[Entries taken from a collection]
++++++

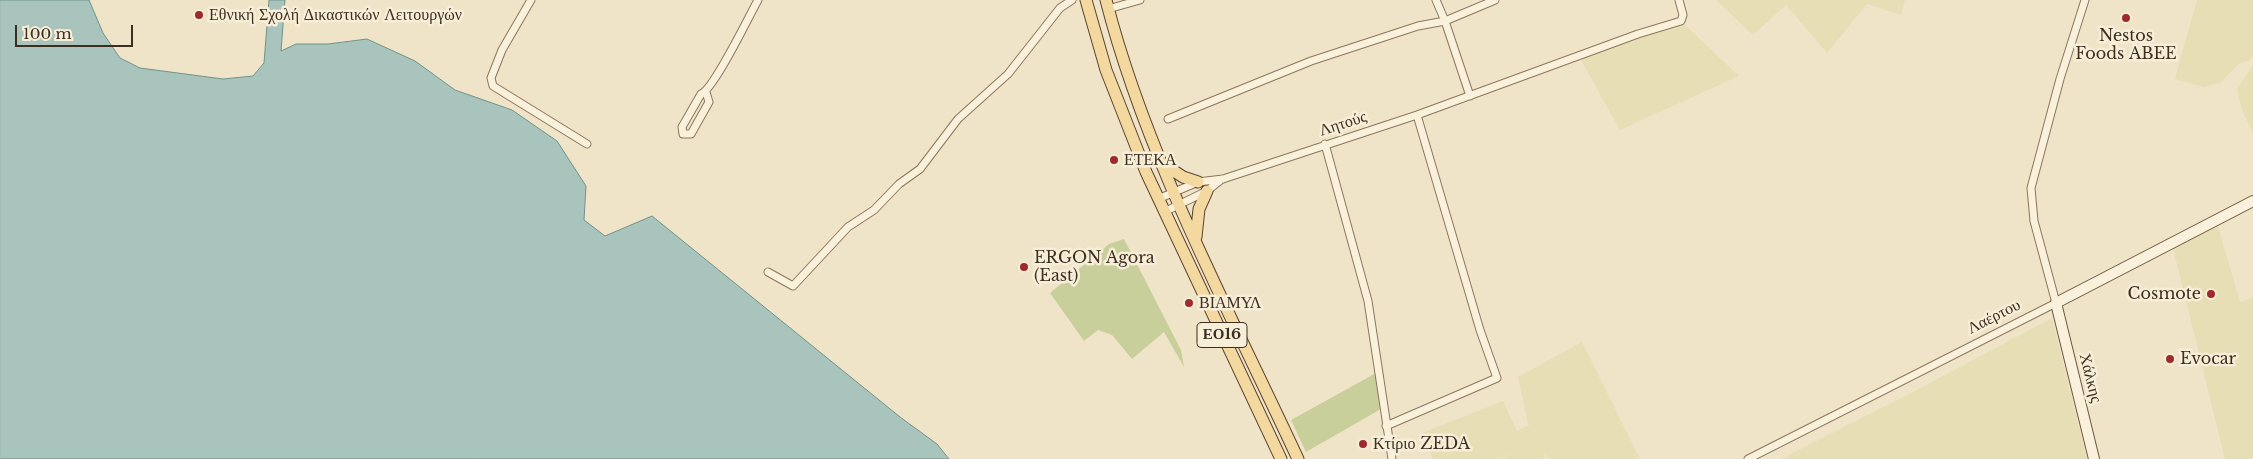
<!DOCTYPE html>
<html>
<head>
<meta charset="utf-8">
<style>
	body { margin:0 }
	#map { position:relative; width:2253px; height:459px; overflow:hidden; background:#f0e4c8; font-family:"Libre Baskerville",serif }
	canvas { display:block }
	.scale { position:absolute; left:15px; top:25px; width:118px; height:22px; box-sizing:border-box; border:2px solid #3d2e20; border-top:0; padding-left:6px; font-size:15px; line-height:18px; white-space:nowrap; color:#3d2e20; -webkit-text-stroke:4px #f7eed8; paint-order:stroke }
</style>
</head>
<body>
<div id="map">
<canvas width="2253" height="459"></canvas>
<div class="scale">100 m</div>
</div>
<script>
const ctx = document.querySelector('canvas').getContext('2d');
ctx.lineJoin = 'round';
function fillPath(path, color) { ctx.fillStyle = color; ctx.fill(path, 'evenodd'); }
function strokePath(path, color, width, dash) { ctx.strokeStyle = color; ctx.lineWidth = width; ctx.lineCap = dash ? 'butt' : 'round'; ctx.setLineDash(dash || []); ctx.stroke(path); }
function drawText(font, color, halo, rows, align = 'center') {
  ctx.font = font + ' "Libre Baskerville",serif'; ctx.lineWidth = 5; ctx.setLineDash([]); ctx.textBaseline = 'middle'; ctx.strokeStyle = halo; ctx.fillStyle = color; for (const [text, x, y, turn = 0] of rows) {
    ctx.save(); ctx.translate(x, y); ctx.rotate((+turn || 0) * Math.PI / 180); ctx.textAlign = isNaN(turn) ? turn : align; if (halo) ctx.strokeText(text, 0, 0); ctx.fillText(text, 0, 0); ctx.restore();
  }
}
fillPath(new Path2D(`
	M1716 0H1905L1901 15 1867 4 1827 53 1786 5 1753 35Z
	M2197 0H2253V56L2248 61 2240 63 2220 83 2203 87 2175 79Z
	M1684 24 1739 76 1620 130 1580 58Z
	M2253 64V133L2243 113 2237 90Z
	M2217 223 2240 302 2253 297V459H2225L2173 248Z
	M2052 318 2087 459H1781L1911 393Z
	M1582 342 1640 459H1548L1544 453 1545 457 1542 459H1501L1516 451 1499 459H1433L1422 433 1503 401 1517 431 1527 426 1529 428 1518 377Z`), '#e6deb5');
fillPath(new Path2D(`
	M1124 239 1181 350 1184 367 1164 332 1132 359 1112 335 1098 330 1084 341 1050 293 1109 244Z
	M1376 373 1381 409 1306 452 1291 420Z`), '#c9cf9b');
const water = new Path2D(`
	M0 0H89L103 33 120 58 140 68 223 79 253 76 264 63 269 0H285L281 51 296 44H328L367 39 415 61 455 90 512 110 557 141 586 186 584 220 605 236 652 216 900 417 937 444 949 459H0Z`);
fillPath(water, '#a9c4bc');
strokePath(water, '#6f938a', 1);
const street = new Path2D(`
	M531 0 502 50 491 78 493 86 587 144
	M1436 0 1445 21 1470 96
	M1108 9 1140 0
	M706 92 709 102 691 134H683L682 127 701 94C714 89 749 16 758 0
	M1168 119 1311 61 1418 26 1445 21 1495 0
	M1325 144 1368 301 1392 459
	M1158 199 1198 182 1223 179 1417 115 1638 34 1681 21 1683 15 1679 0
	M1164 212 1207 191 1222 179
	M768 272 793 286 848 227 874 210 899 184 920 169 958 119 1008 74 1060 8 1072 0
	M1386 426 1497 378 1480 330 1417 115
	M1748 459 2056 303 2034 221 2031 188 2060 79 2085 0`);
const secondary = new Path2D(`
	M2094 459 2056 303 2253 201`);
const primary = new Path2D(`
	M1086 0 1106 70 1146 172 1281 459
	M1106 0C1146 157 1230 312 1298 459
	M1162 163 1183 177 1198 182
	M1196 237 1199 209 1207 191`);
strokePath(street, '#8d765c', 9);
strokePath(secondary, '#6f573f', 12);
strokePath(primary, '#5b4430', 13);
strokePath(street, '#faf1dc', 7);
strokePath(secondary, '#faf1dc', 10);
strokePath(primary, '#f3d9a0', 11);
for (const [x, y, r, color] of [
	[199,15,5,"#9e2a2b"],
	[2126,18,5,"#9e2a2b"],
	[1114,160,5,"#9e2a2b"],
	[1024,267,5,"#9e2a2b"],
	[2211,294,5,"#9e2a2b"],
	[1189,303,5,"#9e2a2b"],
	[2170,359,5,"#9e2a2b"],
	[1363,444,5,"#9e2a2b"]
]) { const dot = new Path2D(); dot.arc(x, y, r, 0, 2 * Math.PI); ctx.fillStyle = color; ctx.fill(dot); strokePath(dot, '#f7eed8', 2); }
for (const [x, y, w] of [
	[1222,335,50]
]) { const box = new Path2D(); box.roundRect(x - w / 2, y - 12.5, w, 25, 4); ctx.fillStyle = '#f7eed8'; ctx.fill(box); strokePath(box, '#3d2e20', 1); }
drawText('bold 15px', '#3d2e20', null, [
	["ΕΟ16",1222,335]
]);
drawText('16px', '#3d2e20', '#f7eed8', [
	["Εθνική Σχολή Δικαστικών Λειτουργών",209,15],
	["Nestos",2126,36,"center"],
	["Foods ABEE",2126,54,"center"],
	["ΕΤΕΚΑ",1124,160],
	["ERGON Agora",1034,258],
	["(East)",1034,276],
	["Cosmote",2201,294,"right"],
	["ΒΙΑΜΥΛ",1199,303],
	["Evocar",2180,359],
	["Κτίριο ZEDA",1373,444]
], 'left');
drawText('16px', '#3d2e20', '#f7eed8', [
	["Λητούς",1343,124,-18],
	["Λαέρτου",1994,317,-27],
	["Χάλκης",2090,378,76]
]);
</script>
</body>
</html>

++++++

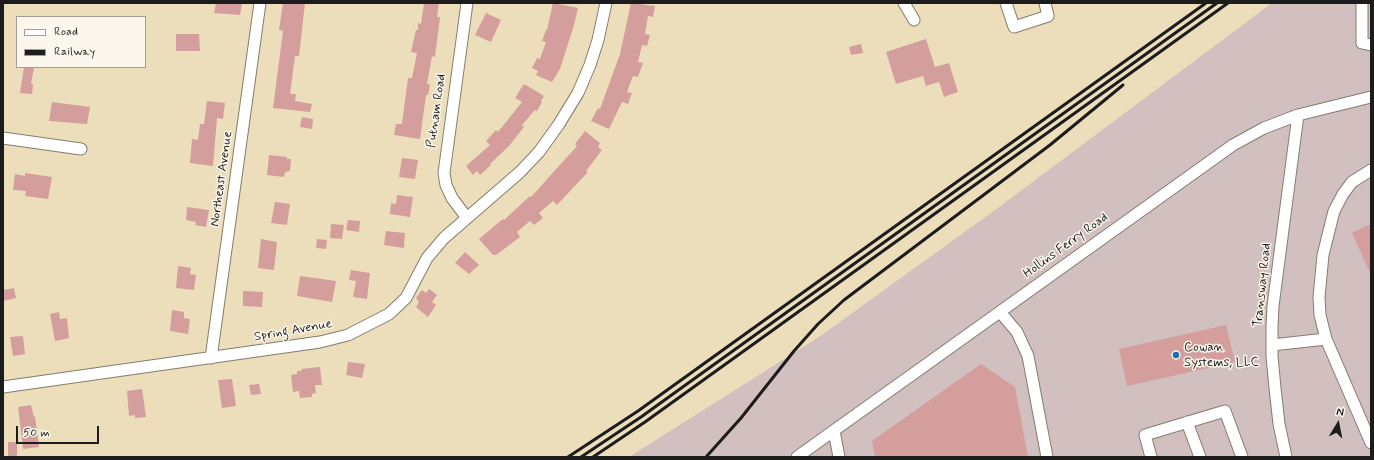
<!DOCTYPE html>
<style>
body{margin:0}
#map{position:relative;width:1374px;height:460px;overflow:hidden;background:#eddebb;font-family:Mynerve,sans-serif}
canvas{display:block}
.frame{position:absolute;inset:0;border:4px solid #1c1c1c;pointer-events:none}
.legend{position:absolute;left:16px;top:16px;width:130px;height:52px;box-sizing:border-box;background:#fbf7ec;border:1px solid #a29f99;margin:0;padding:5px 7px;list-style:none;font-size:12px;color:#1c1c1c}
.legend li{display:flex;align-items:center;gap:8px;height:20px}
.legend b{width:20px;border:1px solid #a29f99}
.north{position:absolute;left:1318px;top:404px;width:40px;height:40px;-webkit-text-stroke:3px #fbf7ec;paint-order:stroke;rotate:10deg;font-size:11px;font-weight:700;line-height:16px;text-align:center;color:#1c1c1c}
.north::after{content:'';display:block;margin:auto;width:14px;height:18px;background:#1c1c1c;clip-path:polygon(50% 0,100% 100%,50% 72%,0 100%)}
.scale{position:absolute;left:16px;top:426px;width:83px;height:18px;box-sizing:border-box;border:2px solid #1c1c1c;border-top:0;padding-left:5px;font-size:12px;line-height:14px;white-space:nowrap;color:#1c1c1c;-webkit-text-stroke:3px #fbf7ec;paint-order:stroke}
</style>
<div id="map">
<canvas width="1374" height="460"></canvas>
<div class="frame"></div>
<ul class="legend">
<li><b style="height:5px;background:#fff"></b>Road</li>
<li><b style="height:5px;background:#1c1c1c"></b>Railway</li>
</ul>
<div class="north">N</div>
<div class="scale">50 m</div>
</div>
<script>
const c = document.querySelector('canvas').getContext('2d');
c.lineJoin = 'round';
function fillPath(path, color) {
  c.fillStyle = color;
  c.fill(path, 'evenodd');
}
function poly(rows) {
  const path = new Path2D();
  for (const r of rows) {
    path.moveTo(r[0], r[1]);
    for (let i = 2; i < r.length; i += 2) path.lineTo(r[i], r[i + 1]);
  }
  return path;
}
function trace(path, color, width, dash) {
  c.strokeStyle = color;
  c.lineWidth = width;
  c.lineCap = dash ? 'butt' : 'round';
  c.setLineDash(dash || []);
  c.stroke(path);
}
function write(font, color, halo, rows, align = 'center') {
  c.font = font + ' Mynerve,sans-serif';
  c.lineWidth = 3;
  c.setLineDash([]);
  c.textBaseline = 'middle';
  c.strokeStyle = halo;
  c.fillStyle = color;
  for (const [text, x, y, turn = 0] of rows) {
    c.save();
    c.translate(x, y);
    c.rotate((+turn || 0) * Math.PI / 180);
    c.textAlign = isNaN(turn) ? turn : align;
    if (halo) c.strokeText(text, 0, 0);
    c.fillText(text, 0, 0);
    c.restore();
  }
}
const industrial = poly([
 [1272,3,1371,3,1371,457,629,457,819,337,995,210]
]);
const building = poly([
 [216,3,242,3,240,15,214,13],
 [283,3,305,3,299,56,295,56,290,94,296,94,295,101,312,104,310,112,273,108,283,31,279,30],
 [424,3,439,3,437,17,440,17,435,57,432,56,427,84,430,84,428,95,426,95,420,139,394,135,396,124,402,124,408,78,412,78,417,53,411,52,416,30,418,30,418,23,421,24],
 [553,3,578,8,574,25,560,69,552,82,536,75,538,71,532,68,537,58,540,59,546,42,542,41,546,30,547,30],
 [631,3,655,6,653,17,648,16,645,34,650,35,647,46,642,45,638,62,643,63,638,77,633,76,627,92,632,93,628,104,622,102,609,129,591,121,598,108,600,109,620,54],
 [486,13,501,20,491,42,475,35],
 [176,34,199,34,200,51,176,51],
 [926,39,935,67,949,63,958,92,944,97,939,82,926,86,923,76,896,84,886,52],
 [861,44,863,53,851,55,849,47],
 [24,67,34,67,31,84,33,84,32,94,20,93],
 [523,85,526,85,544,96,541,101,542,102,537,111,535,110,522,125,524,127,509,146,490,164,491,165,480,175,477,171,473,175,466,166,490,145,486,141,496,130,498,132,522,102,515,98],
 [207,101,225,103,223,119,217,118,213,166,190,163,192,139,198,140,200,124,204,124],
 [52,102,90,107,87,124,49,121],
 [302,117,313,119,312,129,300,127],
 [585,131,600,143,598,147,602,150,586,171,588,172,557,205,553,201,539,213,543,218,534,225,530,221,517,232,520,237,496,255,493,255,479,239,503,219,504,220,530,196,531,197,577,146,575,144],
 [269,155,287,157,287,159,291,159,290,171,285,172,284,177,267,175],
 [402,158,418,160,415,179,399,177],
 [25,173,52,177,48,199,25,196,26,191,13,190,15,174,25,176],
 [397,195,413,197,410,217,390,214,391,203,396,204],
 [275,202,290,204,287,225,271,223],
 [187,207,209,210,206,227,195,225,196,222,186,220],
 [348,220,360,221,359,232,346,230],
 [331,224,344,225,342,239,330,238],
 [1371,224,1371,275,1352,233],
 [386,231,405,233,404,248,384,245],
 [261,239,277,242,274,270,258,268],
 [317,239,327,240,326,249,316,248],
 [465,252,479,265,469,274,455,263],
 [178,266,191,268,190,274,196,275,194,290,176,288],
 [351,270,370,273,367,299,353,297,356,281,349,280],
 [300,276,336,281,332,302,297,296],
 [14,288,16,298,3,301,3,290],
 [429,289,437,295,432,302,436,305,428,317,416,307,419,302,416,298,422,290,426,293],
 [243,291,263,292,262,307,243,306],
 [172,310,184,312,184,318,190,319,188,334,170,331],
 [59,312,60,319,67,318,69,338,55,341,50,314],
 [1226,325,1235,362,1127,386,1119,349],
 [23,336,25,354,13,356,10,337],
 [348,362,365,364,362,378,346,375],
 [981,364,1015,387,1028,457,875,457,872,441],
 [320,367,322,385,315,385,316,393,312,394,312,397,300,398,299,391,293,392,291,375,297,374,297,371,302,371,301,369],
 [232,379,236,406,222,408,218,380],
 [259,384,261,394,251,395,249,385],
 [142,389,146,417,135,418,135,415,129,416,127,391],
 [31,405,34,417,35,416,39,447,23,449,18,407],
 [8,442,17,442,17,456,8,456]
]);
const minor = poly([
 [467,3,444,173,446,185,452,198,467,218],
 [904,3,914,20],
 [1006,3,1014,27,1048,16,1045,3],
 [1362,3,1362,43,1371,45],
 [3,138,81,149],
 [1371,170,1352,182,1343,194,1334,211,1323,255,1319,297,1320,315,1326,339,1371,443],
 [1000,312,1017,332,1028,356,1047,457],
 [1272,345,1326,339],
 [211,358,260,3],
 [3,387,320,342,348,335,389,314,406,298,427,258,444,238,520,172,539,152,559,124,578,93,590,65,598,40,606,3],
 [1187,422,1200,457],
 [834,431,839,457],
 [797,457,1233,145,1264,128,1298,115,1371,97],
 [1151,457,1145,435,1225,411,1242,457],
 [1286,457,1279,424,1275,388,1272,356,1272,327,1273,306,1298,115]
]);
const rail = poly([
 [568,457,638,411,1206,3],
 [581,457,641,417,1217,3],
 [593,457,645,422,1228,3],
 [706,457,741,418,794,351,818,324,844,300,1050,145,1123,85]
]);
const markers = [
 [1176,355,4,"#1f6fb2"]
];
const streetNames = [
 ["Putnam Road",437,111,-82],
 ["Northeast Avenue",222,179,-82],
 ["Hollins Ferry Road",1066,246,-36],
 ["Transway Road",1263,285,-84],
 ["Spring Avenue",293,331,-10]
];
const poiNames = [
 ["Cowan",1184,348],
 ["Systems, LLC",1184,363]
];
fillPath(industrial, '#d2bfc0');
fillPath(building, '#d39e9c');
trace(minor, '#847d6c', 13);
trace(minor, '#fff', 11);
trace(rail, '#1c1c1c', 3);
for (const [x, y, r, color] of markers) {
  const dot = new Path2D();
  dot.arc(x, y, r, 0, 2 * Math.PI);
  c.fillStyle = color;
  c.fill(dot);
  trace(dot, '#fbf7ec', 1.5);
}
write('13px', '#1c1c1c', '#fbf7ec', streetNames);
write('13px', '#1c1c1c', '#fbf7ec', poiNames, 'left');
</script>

++++++

In the entries above, how many lines hold the word "lineJoin"? Answer with the number only.

2